• **Provided data**

---

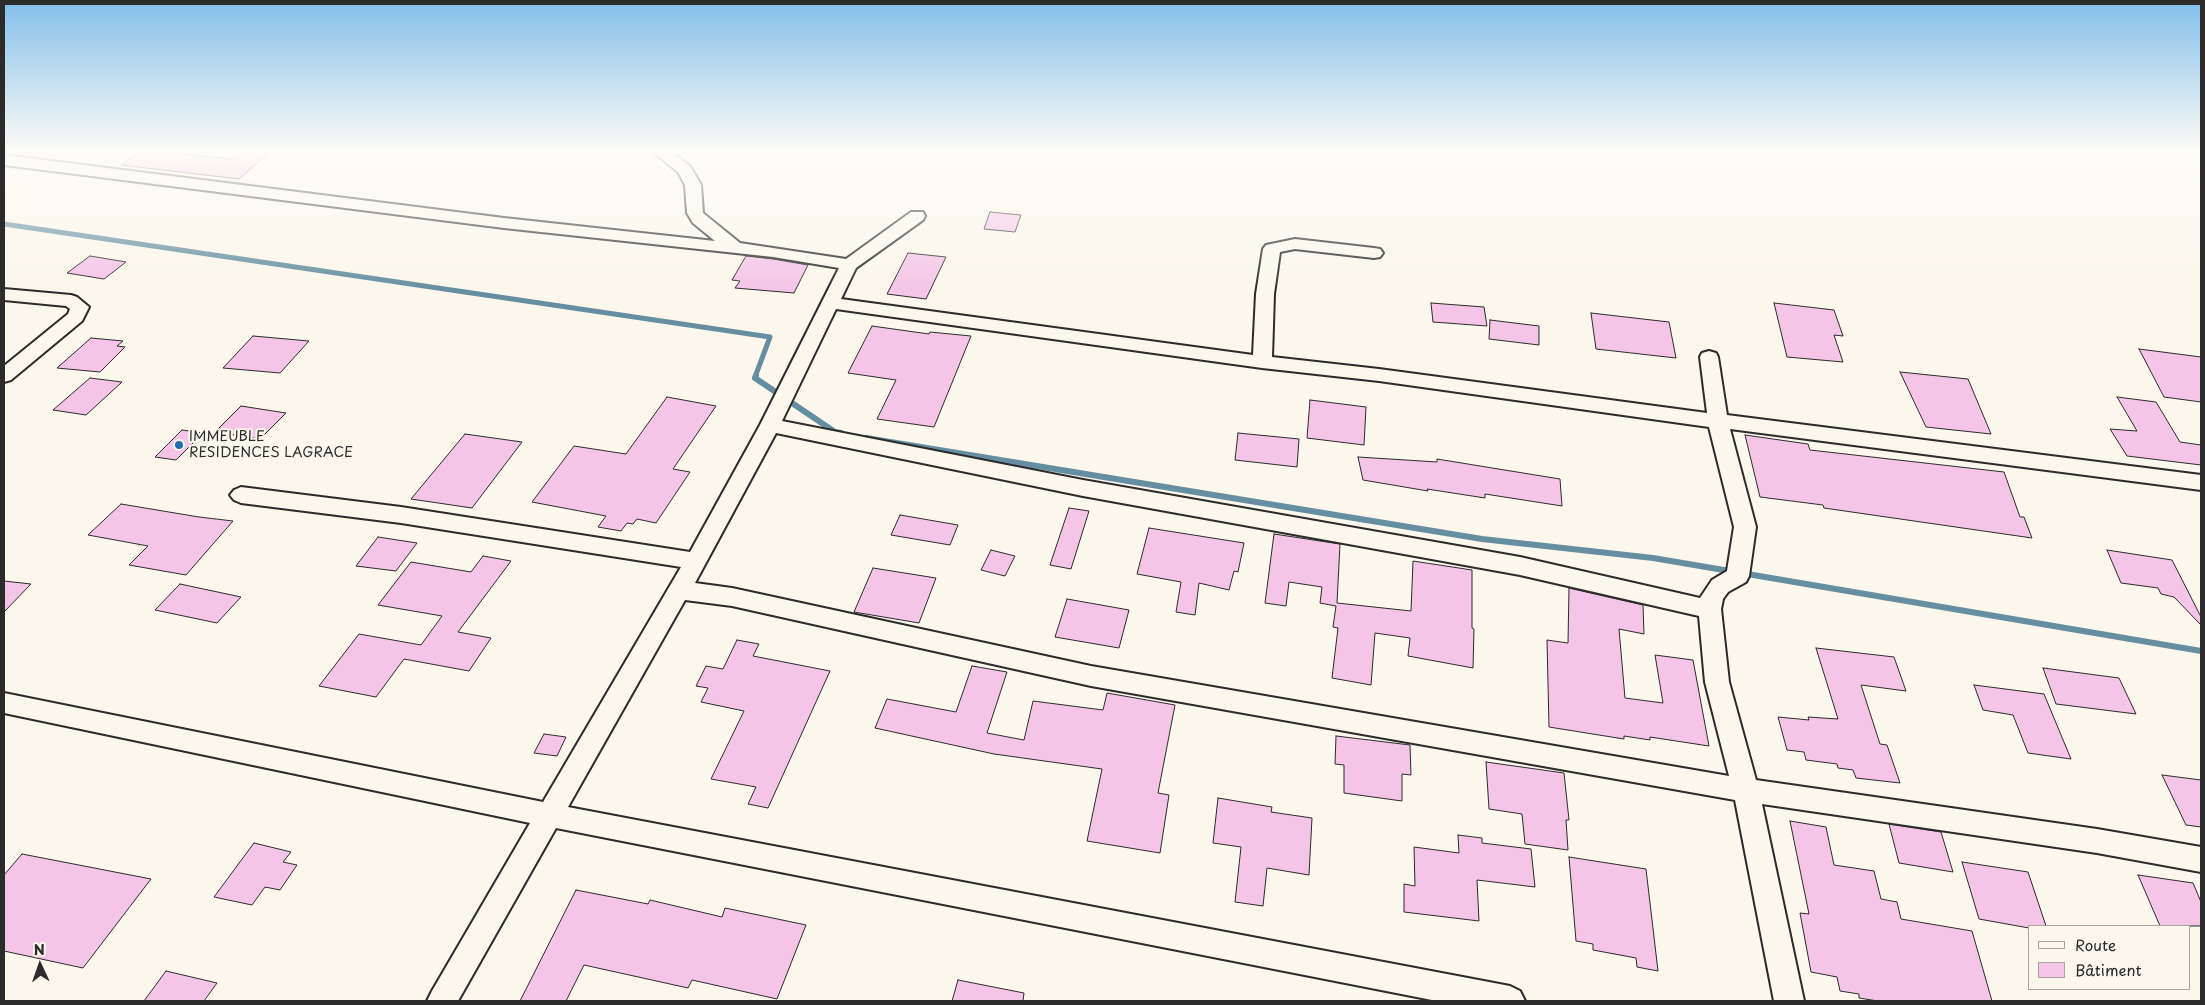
<!DOCTYPE html>
<meta charset="utf-8">
<style>
body{margin:0}
#map{position:relative;width:2205px;height:1005px;overflow:hidden;background:#fbf7ec;font-family:"Playpen Sans",sans-serif}
canvas{display:block}
.frame{position:absolute;inset:0;border:5px solid #2b2b2b;pointer-events:none}
.legend{position:absolute;left:2028px;top:925px;width:162px;height:65px;box-sizing:border-box;background:#fbf7ec;border:1px solid #a8a59f;margin:0;padding:6px 9px;list-style:none;font-size:15px;color:#2b2b2b}
.legend li{display:flex;align-items:center;gap:10px;height:25px}
.legend b{width:25px;border:1px solid #a8a59f}
.north{position:absolute;left:15px;top:940px;width:50px;height:50px;-webkit-text-stroke:4px #fbf7ec;paint-order:stroke;rotate:357deg;font-size:14px;font-weight:700;line-height:20px;text-align:center;color:#2b2b2b}
.north::after{content:'';display:block;margin:auto;width:18px;height:22px;background:#2b2b2b;clip-path:polygon(50% 0,100% 100%,50% 72%,0 100%)}
</style>
<div id="map">
<canvas width="2205" height="1005"></canvas>
<div class="frame"></div>
<ul class="legend">
<li><b style="height:6px;background:#fbf7ec"></b>Route</li>
<li><b style="height:14px;background:#f4c5e7"></b>Bâtiment</li>
</ul>
<div class="north">N</div>
</div>
<script>
const g = document.querySelector('canvas').getContext('2d');
g.lineJoin = 'round';
const toPath = rows => new Path2D(rows.map(r => 'M' + r).join(''));
function trace(path, color, width, dash) { g.strokeStyle = color; g.lineWidth = width; g.lineCap = dash ? 'butt' : 'round'; g.setLineDash(dash || []); g.stroke(path); }
function paint(path, color) { g.fillStyle = color; g.fill(path, 'evenodd'); }
function drawText(font, color, halo, rows, align = 'center') {
  g.font = font + ' "Playpen Sans",sans-serif'; g.lineWidth = 4; g.setLineDash([]); g.textBaseline = 'middle'; g.strokeStyle = halo; g.fillStyle = color; for (const [text, x, y, turn = 0] of rows) {
    g.save(); g.translate(x, y); g.rotate((+turn || 0) * Math.PI / 180); g.textAlign = isNaN(turn) ? turn : align; if (halo) g.strokeText(text, 0, 0); g.fillText(text, 0, 0); g.restore();
  }
}
const streamFar1 = toPath([
 [4,224,770,337,755,377]
]);
const stream = toPath([
 [756,376,755,378,835,432,841,433],
 [866,438,1482,539,1653,558,2201,651]
]);
const building = toPath([
 [142,150,231,159,242,150,272,150,239,179,121,165,142,150],
 [990,212,1021,215,1015,232,984,229,990,212],
 [908,253,946,257,926,299,887,294,908,253],
 [90,256,126,262,104,279,67,273,90,256],
 [746,256,773,259,808,265,794,293,735,288,740,281,732,280,746,256],
 [1431,303,1484,307,1487,326,1433,322,1431,303],
 [1774,303,1834,310,1843,336,1834,335,1843,362,1787,357,1774,303],
 [1591,313,1669,322,1676,358,1596,349,1591,313],
 [1490,320,1539,326,1539,345,1489,339,1490,320],
 [872,326,929,334,930,332,971,336,934,427,877,419,896,380,848,373,872,326],
 [253,336,309,341,280,373,223,368,253,336],
 [91,338,123,341,117,346,125,347,100,372,57,368,91,338],
 [2139,349,2201,357,2201,402,2164,397,2139,349],
 [1900,372,1968,379,1991,434,1926,427,1900,372],
 [90,378,122,382,86,415,53,410,90,378],
 [667,397,716,406,673,469,690,472,656,523,637,519,633,524,627,523,621,531,598,527,606,516,532,502,574,446,626,454,667,397],
 [2117,397,2156,402,2180,442,2201,445,2201,465,2127,456,2110,429,2137,431,2117,397],
 [1310,400,1366,407,1364,445,1307,438,1310,400],
 [241,406,286,413,260,439,215,432,241,406],
 [182,430,203,433,176,460,155,457,182,430],
 [1238,433,1299,439,1297,467,1235,460,1238,433],
 [465,434,522,442,472,508,411,499,465,434],
 [1745,435,1808,444,1810,450,2004,472,2020,517,2024,517,2032,538,1824,508,1823,505,1760,497,1745,435],
 [1358,457,1437,462,1437,459,1560,479,1562,506,1485,494,1485,498,1427,489,1428,491,1363,480,1358,457],
 [121,504,199,517,233,521,186,575,129,565,148,546,88,535,121,504],
 [1069,508,1089,511,1071,569,1050,565,1069,508],
 [900,515,958,525,950,545,891,535,900,515],
 [1149,528,1244,543,1238,572,1234,571,1229,590,1199,583,1195,615,1176,612,1181,582,1137,574,1149,528],
 [1274,534,1340,544,1337,603,1411,611,1413,561,1472,570,1472,628,1474,629,1473,668,1408,656,1410,638,1375,633,1371,685,1332,678,1338,628,1333,627,1336,606,1320,603,1322,587,1289,582,1286,606,1265,603,1274,534],
 [378,537,417,543,396,571,356,566,378,537],
 [991,550,1015,556,1005,576,981,570,991,550],
 [2107,550,2172,560,2201,617,2201,623,2200,624,2174,597,2161,594,2158,588,2121,583,2107,550],
 [483,556,511,561,458,632,491,638,469,671,404,659,376,697,319,686,359,634,421,645,442,616,378,605,411,562,471,572,483,556],
 [873,568,936,578,919,623,854,612,873,568],
 [4,581,31,584,4,612,4,581],
 [180,584,241,597,217,623,155,610,180,584],
 [1569,588,1643,605,1644,634,1619,629,1625,698,1663,703,1655,655,1693,660,1709,746,1650,737,1650,740,1624,736,1624,739,1549,727,1547,640,1568,643,1569,588],
 [1067,599,1129,610,1119,648,1055,637,1067,599],
 [737,640,759,644,753,656,830,671,768,808,748,804,756,787,711,779,744,711,701,702,708,688,696,686,706,666,723,669,737,640],
 [1816,648,1894,657,1906,691,1861,685,1880,744,1887,745,1900,783,1856,778,1853,770,1838,768,1837,764,1806,760,1804,752,1787,750,1778,717,1809,720,1808,717,1838,719,1816,648],
 [972,666,1007,672,987,733,1024,740,1033,701,1103,710,1107,693,1175,705,1158,793,1169,795,1160,853,1087,841,1102,769,994,754,875,728,887,699,956,712,972,666],
 [2043,668,2119,678,2136,714,2056,704,2043,668],
 [1974,685,2044,694,2071,759,2028,753,2013,715,1983,710,1974,685],
 [544,734,566,737,557,756,534,753,544,734],
 [1336,736,1410,745,1411,775,1402,774,1402,801,1344,793,1344,765,1335,764,1336,736],
 [1486,762,1564,773,1569,820,1566,820,1568,850,1525,844,1522,814,1489,809,1486,762],
 [2162,775,2201,780,2201,827,2186,825,2162,775],
 [1218,798,1272,807,1271,812,1312,818,1309,875,1267,868,1263,906,1235,902,1241,847,1213,843,1218,798],
 [1790,821,1826,827,1834,865,1874,871,1881,899,1897,902,1901,919,1972,931,1992,1001,1878,1001,1859,998,1859,994,1840,991,1837,977,1811,972,1800,913,1809,914,1790,821],
 [1889,824,1941,832,1953,872,1899,863,1889,824],
 [1458,835,1482,838,1482,843,1531,849,1535,887,1477,880,1479,921,1404,912,1404,884,1415,886,1414,847,1459,853,1458,835],
 [254,843,291,852,283,862,297,865,280,890,265,887,252,905,214,897,254,843],
 [22,854,151,879,83,968,4,951,4,875,22,854],
 [1569,857,1646,869,1658,971,1637,967,1636,958,1593,950,1593,944,1576,941,1569,857],
 [1962,862,2028,872,2046,926,2029,926,2029,928,1979,919,1962,862],
 [2138,875,2193,883,2201,902,2201,926,2160,926,2138,875],
 [576,890,648,904,650,900,722,917,725,908,806,925,777,999,692,980,688,988,584,965,566,1001,520,1001,576,890],
 [166,971,217,983,204,1001,144,1001,166,971],
 [958,980,1024,993,1023,1001,952,1001,958,980]
]);
const minor = toPath([
 [651,150,669,150,690,166,701,185,703,213,740,243,846,259,911,212,923,212,925,216,923,220,856,268,841,299,1253,355,1256,294,1263,249,1266,245,1295,239,1374,248,1380,249,1383,253,1380,257,1374,258,1295,249,1280,252,1274,294,1272,357,1379,369,1707,413,1700,357,1702,353,1709,351,1716,353,1718,357,1727,415,2201,475,2201,490,1730,429,1756,527,1749,576,1746,582,1728,592,1723,599,1721,609,1729,682,1756,780,2097,829,2201,847,2201,872,2097,853,1762,804,1804,1001,1774,1001,1735,800,1091,686,732,606,685,600,568,807,1510,986,1520,991,1525,1001,1437,1001,556,828,458,1001,427,1001,432,991,530,823,4,713,4,693,543,802,681,567,401,523,241,503,234,500,230,495,234,490,241,487,401,507,690,552,760,425,839,268,773,257,504,228,4,165,4,155,504,218,715,241,693,223,687,213,685,185,678,172,651,150],
 [836,309,1262,368,1379,381,1709,427,1734,527,1727,571,1712,580,1700,598,1520,557,1083,480,782,421,836,309],
 [776,433,1083,496,1520,575,1699,616,1705,682,1729,776,1091,666,732,588,695,583,776,433],
 [4,289,71,295,77,297,89,307,82,321,11,380,4,382,4,366,68,314,70,309,66,306,4,300,4,289]
]);
const markers = [
 [179,445,5,"#1f6fb2"]
];
const poiNames = [
 ["IMMEUBLE",189,437],
 ["RESIDENCES LAGRACE",189,453]
];
trace(streamFar1, '#658ea0', 5);
trace(stream, '#658ea0', 6);
paint(building, '#f4c5e7');
trace(building, '#2b2b2b', 1);
trace(minor, '#2b2b2b', 4);
paint(minor, '#fbf7ec');
const sky = g.createLinearGradient(0, 0, 0, 290);
sky.addColorStop(0, '#83bfea');
sky.addColorStop(0.52, '#fdfbf6');
sky.addColorStop(1, '#fdfbf600');
g.fillStyle = sky;
g.fillRect(0, 0, 2205, 290);
for (const [x, y, r, color] of markers) { const dot = new Path2D(); dot.arc(x, y, r, 0, 2 * Math.PI); g.fillStyle = color; g.fill(dot); trace(dot, '#fbf7ec', 2); }
drawText('14px', '#2b2b2b', '#fbf7ec', poiNames, 'left');
</script>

---

• **What the task asks**
Out of the entries above, write out only the lines between the line holding "function drawText(font, color, halo, rows, align" and the line holding "g.font = font", inclusive, each exactly as given.

• **Response area**
function drawText(font, color, halo, rows, align = 'center') {
  g.font = font + ' "Playpen Sans",sans-serif'; g.lineWidth = 4; g.setLineDash([]); g.textBaseline = 'middle'; g.strokeStyle = halo; g.fillStyle = color; for (const [text, x, y, turn = 0] of rows) {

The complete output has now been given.